Propofol is commonly used as an intravenous induction agent for general anesthesia. It is preferred for daycare surgeries and total intravenous anesthesia due to its rapid onset and recovery. However, pain at the injection site remains a common side effect of propofol, which not only impacts patient satisfaction but can also trigger significant cardiovascular responses, including myocardial ischemia in high-risk patients. These responses are driven by the acute pain from the injection, potentially causing severe hemodynamic changes that may precipitate ischemic events in vulnerable individuals [1]. The high incidence of propofol injection pain (POPI) reported in the literature ranges from 28% to 90% in adults and 28-85% in children, highlighting the need for effective pain mitigation strategies [2,3]. Various methods, including pharmacological interventions with intravenous lidocaine, fentanyl, alfentanil, meperidine, metoclopramide, and non-pharmacological measures like cooling the extremity or altering drug formulations, have been mentioned with varying mixed results [4,5].

Dexamethasone, recognized for its anti-inflammatory properties and ability to reduce postoperative pain and nausea, offers potential relief for POPI [6]. Beyond its anti-inflammatory effects, dexamethasone stabilizes cell membranes and inhibits inflammatory mediators, reducing peripheral nociception. It also suppresses prostaglandins and cytokines, thereby lowering postoperative pain sensitivity. Whereas ondansetron, a 5-HT3 receptor antagonist with sodium channel blocking capabilities, may offer superior local anesthetic effects compared to lidocaine, further supporting its use in reducing POPI [7,8]. In this study, dexamethasone and ondansetron were chosen for their dual benefits in managing both POPI and postoperative nausea and vomiting (PONV). It was hypothesized that both dexamethasone and ondansetron would not only reduce nausea and vomiting but also alleviate POPI, thereby improving patient experience, facilitating faster recovery, and reducing postoperative costs. However, to our knowledge, no prior studies have compared the effectiveness of dexamethasone and ondansetron in managing POPI and preventing PONV in patients undergoing laparoscopic cholecystectomy.

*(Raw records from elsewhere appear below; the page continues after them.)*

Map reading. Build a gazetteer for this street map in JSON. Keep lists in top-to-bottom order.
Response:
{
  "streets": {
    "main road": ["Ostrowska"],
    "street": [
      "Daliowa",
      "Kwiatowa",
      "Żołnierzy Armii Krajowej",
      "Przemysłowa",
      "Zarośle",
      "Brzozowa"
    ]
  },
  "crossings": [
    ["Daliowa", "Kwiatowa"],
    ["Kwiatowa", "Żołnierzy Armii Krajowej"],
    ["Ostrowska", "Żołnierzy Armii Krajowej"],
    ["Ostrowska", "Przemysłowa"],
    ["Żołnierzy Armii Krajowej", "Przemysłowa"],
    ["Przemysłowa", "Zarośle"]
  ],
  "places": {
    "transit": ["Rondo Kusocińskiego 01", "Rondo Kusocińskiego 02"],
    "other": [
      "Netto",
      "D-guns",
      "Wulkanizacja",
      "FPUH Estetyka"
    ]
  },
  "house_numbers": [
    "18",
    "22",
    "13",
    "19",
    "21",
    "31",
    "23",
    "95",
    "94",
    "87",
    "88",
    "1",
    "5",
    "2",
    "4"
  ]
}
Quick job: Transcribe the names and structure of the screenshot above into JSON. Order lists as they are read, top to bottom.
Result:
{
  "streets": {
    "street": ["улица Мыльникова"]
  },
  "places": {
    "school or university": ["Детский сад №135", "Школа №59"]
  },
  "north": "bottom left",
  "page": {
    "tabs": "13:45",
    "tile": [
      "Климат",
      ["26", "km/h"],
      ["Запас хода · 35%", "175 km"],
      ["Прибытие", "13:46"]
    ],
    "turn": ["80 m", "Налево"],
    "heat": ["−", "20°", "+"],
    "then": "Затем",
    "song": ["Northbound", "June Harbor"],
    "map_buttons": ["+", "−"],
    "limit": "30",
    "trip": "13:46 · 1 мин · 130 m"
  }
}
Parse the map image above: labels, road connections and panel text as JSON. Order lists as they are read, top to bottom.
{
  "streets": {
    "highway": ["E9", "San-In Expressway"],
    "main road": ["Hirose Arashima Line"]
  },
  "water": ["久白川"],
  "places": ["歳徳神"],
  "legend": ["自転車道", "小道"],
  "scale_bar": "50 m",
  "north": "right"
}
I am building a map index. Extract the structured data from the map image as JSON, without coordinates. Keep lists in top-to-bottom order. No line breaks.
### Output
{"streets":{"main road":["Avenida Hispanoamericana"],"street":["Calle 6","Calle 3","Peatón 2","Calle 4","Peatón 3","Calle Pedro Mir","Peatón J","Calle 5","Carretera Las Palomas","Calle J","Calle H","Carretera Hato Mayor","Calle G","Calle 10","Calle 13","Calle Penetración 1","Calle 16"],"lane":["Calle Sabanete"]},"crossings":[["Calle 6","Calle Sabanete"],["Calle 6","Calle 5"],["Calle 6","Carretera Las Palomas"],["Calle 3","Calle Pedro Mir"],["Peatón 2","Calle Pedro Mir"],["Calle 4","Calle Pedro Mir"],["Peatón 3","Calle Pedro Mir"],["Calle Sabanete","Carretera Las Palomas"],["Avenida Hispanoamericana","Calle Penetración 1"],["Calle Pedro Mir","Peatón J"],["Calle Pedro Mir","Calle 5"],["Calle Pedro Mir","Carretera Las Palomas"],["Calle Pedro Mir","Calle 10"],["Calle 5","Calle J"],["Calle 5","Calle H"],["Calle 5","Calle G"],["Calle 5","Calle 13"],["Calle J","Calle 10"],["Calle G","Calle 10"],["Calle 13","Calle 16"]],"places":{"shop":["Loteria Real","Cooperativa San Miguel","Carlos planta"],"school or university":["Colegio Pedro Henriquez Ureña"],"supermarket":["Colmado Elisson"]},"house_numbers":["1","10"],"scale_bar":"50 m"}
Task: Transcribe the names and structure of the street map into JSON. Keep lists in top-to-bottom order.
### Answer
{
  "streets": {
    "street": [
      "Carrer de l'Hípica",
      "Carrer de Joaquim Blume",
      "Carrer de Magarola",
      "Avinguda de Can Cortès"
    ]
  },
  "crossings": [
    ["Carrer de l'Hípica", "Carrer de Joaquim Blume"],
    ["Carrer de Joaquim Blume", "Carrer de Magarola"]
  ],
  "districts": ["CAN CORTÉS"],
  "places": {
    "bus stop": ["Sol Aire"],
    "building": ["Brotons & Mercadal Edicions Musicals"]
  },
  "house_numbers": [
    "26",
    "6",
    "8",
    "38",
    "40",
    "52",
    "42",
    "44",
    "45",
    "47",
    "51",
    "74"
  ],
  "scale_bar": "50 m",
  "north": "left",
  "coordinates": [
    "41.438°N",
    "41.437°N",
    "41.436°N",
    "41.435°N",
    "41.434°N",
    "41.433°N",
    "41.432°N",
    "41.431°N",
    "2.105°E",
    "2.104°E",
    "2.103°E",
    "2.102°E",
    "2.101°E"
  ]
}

Hence, this study aims to evaluate the efficacy of dexamethasone and ondansetron in mitigating pain associated with propofol injections and preventing PONV in patients undergoing laparoscopic cholecystectomies. The primary outcome was a reduction in pain intensity using the Verbal Rating Scale (VRS) after propofol injection. Secondary outcomes included intraoperative hemodynamic changes and PONV in the postoperative period.

Materials and methods

This double-blinded, randomized clinical trial study was prospectively registered with the Clinical Trials Registry - India. Ethical clearance was obtained from the Institutional Ethics Committee (approval number 184/IEC dated April 1, 2021). The data for this study was collected in a tertiary-level hospital setting in Jharkhand state. The recruitment and follow-up periods spanned 1.5 years from the time of approval by the research and ethics committee. The study adhered to the principles outlined in the Declaration of Helsinki (2013), ensuring compliance with ethical standards for medical research involving human subjects.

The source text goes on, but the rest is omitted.